YOUR INSTRUCTIONS: Your reply should hold only the lines from the records below where "function" occurs.

[Collected data entries]

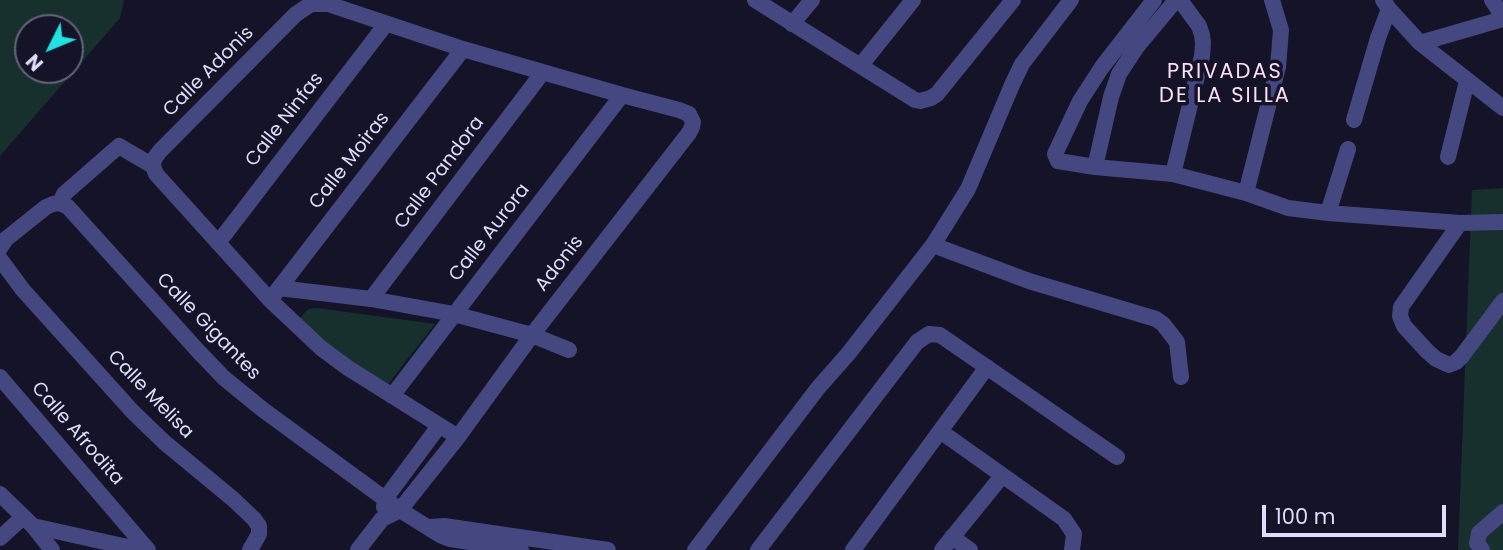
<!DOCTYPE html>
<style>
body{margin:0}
#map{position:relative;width:1503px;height:550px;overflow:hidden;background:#151327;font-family:Poppins,sans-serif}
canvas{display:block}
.north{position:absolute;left:14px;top:14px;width:70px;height:70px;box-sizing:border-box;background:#151327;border:2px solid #65647c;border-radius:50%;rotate:227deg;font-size:19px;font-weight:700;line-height:28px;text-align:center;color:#deddfb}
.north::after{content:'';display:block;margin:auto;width:24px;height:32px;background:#21e1e3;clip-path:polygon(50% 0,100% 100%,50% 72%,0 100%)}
.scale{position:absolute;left:1262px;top:505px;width:184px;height:32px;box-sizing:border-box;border:4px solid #deddfb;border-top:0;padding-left:9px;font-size:21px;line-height:24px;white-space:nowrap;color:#deddfb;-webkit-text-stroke:5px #151327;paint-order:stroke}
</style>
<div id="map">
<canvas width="1503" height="550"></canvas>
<div class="north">N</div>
<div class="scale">100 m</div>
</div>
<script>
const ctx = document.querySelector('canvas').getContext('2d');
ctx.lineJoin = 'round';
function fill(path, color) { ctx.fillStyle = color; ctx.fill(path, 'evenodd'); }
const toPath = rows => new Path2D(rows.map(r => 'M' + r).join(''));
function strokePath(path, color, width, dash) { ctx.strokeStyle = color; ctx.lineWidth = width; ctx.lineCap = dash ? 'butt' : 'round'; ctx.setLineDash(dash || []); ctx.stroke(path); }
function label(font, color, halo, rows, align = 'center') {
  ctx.font = font + ' Poppins,sans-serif'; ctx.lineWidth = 7; ctx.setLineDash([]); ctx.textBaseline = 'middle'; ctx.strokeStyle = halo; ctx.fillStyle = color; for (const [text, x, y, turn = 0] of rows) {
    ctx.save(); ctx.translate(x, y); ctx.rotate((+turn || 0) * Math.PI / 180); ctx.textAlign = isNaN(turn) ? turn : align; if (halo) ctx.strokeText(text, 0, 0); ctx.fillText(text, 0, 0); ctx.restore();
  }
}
const green = toPath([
 [0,0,124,0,120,18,0,156],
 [28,28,70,28,70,70,28,70],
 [1503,188,1503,550,1458,550,1472,190],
 [317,308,435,324,385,388,301,323,301,318,305,312,309,309]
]);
const minor = toPath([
 [755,0,915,100,920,101,931,98,937,94,1013,0],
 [1154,0,1102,67,1080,101,1055,154,1058,161,1095,167,1173,174,1246,193,1288,208,1328,213,1460,223,1503,222],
 [1383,0,1389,9,1420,43,1503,108],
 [1492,0,1503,17],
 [792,24,812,0],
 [1420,43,1503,19],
 [861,65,913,0],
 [1354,120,1378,38,1389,9],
 [1448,157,1467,81],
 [1095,167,1111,97,1119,74,1136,48,1176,0],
 [1173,174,1202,56,1203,43,1202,35,1199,26,1180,0],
 [1246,193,1278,67,1281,30,1272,0],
 [60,203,64,194,119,146,153,166],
 [1328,213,1348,149],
 [1460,223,1401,307,1400,316,1404,326,1427,351,1436,359,1449,365,1456,362,1462,356,1503,301],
 [218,243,386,24],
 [933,245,1029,281,1156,319,1163,324,1177,342,1181,377],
 [0,248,6,239,46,207,53,204,60,203,68,207,199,352,224,378,262,409,400,510,440,535,450,539,521,550],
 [0,259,23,290,132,411,164,442,233,499,254,519,259,526,259,534,250,550],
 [279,288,371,299,454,314,532,335,569,350],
 [371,299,543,72],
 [270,300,463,49],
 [0,377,148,550],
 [392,396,622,95],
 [940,431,1064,519,1074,534,1072,550],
 [0,494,33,526,52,550],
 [384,507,385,499,439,426],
 [33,526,141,550],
 [431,527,444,526,608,550],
 [952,537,970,550],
 [0,538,23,517],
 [358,550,382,519,400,510,458,437,532,335,689,133,692,127,693,122,689,114,679,110,622,95,463,49,328,4,311,4,296,14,160,151,154,159,153,166,156,174,270,300,321,348,348,368,458,437],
 [695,550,818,388,848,354,933,245,968,189,1012,85,1022,64,1071,0],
 [758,550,917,342,929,334,940,335,1117,457],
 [853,550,987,367],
 [942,550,1002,476],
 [1482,550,1477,543,1479,533,1503,512]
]);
const streetNames = [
 ["Calle Adonis",209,72,-45],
 ["Calle Ninfas",285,120,-52],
 ["Calle Moiras",350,161,-52],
 ["Calle Pandora",440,173,-53],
 ["Calle Aurora",490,233,-52],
 ["Adonis",560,264,-52],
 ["Calle Gigantes",208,327,46],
 ["Calle Melisa",150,395,46],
 ["Calle Afrodita",77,434,49]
];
const neighbourhoodNames = [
 ["PRIVADAS",1225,73],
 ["DE LA SILLA",1225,97]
];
fill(green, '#17302d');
strokePath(minor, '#444780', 16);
label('19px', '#deddfb', '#151327', streetNames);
ctx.letterSpacing = '2px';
label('21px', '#fbdff3', '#151327', neighbourhoodNames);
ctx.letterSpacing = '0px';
</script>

WRITTEN SOLUTION:
function fill(path, color) { ctx.fillStyle = color; ctx.fill(path, 'evenodd'); }
function strokePath(path, color, width, dash) { ctx.strokeStyle = color; ctx.lineWidth = width; ctx.lineCap = dash ? 'butt' : 'round'; ctx.setLineDash(dash || []); ctx.stroke(path); }
function label(font, color, halo, rows, align = 'center') {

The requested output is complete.